Neste período, o país teve cinco primeiros-ministros, todos conservadores. Só em 2020, durante a pandemia, a economia britânica caiu 11%, pior desempenho em 300 anos.
A inflação atingiu 11,1% em outubro de 2022, índice mais elevado no atual ciclo que o pico registrado no mesmo mês pela zona do euro (10,6%) e pelos EUA pouco antes, em junho (9,1%). Entre dezembro de 2021 e agosto de 2023, o BoE aumentou a taxa de juros 14 vezes, mais que o Federal Reserve, o BC americano, que subiu 11 vezes.
Sunak teve atuação decisiva na recuperação econômica britânica. Ele assumiu o cargo de primeiro-ministro em dezembro de 2022, em meio a uma crise política e econômica gravíssima, causada por decisões equivocadas da antecessora, Liz Truss, que ficou apenas 49 dias no cargo.

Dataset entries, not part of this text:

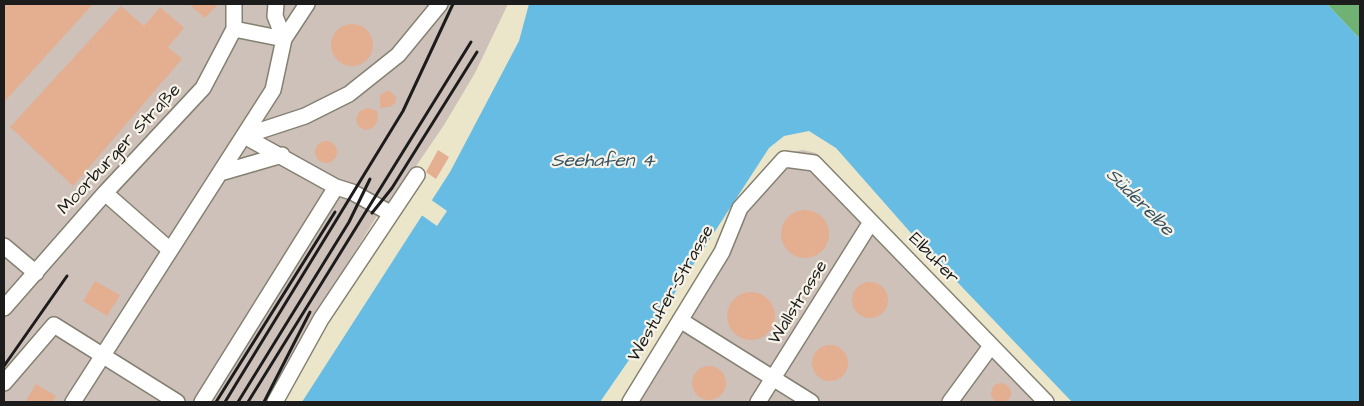 <!DOCTYPE html>
<html>
<head>
<meta charset="utf-8">
<style>
	body { margin:0 }
	#map { position:relative; width:1364px; height:406px; overflow:hidden; background:#ebe6c9; font-family:"Architects Daughter",sans-serif }
	canvas { display:block }
	.frame { position:absolute; inset:0; border:5px solid #1c1c1c; pointer-events:none }
</style>
</head>
<body>
<div id="map">
<canvas width="1364" height="406"></canvas>
<div class="frame"></div>
</div>
<script>
const ctx = document.querySelector('canvas').getContext('2d');
ctx.lineJoin = 'round';
function paint(path, color) { ctx.fillStyle = color; ctx.fill(path, 'evenodd'); }
const poly = rows => new Path2D(rows.map(r => 'M' + r).join(''));
function stroke(path, color, width, dash) { ctx.strokeStyle = color; ctx.lineWidth = width; ctx.lineCap = dash ? 'butt' : 'round'; ctx.setLineDash(dash || []); ctx.stroke(path); }
function drawText(font, color, halo, rows, align = 'center') {
  ctx.font = font + ' "Architects Daughter",sans-serif'; ctx.lineWidth = 4.5; ctx.setLineDash([]); ctx.textBaseline = 'middle'; ctx.strokeStyle = halo; ctx.fillStyle = color; for (const [text, x, y, turn = 0] of rows) {
    ctx.save(); ctx.translate(x, y); ctx.rotate((+turn || 0) * Math.PI / 180); ctx.textAlign = isNaN(turn) ? turn : align; if (halo) ctx.strokeText(text, 0, 0); ctx.fillText(text, 0, 0); ctx.restore();
  }
}
const industrial = poly([
	[4,4,508,4,475,73,444,125,393,200,380,211,299,343,270,402,4,402],
	[803,150,816,153,1055,402,624,402,782,154]
]);
const forest = poly([
	[1327,4,1360,4,1360,39]
]);
const water = poly([
	[529,4,1327,4,1360,39,1360,402,1072,402,918,241,836,148,809,131,784,136,769,148,669,302,600,402,302,402,450,172,519,41]
]);
const pier = poly([
	[430,199,447,211,437,226,420,214]
]);
const building = poly([
	[4,4,93,4,4,102],
	[189,4,218,4,205,18],
	[121,6,144,26,160,7,184,28,168,47,182,59,73,186,10,127],
	'331 45a21 21 0 1 1 42 0a21 21 0 1 1-42 0Z',
	[389,90,396,97,395,103,390,107,380,108,380,95],
	[368,108,377,111,378,120,373,128,365,130,358,126,356,118,360,111],
	'315 152a11 11 0 1 1 22 0a11 11 0 1 1-22 0Z',
	[438,150,449,157,436,179,426,172],
	'781 234a24 24 0 1 1 48 0a24 24 0 1 1-48 0Z',
	[95,281,120,295,107,316,83,301],
	'852 300a18 18 0 1 1 36 0a18 18 0 1 1-36 0Z',
	'727 316a24 24 0 1 1 48 0a24 24 0 1 1-48 0Z',
	'812 363a18 18 0 1 1 36 0a18 18 0 1 1-36 0Z',
	'692 383a17 17 0 1 1 34 0a17 17 0 1 1-34 0Z',
	'991 393a10 10 0 1 1 20 0a10 10 0 1 1-20 0Z',
	[36,384,56,396,52,402,25,402]
]);
const minor = poly([
	[234,29,284,39,307,4],
	[244,136,305,116,349,94,398,55,440,4],
	[244,136,336,187,352,192,390,213],
	[220,173,282,155],
	[105,193,170,250],
	[4,246,36,273],
	[4,308,105,193,203,88,234,29,234,4],
	[680,320,811,402],
	[4,383,54,325,177,402],
	[73,402,273,90,284,39,275,16,276,4],
	[202,402,336,187],
	[275,402,321,319,417,175],
	[630,402,722,252,740,208,784,159,814,163,1046,402],
	[758,402,871,222],
	[950,402,991,346]
]);
const rail = poly([
	[372,213,392,188,477,52],
	[4,366,67,276],
	[216,402,335,212],
	[225,402,403,111,453,4],
	[238,402,349,222,370,179],
	[248,402,471,42],
	[264,402,310,312]
]);
const streetNames = [
	["Moorburger Straße",120,150,-47],
	["Elbufer",933,259,46],
	["Westufer-Strasse",672,294,-60],
	["Wallstrasse",799,303,-58]
];
const waterNames = [
	["Seehafen 4",603,162],
	["Süderelbe",1139,203,45]
];
paint(industrial, '#cec1ba');
paint(forest, '#70b174');
paint(water, '#67bce4');
paint(pier, '#ebe6c9');
paint(building, '#e4ae91');
stroke(minor, '#848172', 18);
stroke(minor, '#fff', 15);
stroke(rail, '#1c1c1c', 3);
drawText('18px', '#1c1c1c', '#f7f3e8', streetNames);
drawText('italic 19px', '#365462', '#f7f3e8', waterNames);
</script>
</body>
</html>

Em plena crise, Truss decidiu cortar impostos, bancando a diferença emitindo títulos da dívida. Com poucos dias no governo, Sunak anunciou um pacotaço de 55 bilhões de libras esterlinas que gerou um aperto financeiro aos britânicos sentido até agora.
Mesmo com a queda da inflação, os preços globais dos alimentos ainda são 30% mais elevados do que em maio de 2021, antes de subirem após a invasão da Ucrânia pela Rússia. Neste mesmo período, os preços da energia e dos bens subiram 40% e 21%, respectivamente.
No mês passado, ainda sob impacto dos preços elevados, Sunak , desgastado, convocou eleições antecipadas para 4 de julho. O anúncio da inflação atingindo a meta, porém, não deve salvar o atual primeiro-ministro britânico.
A oposição trabalhista tem 20 pontos percentuais de vantagem nas pesquisas e deve interromper o ciclo de governos conservadores que tirou o Reino Unido da União Europeia e viveu o pior ciclo econômico do país em décadas.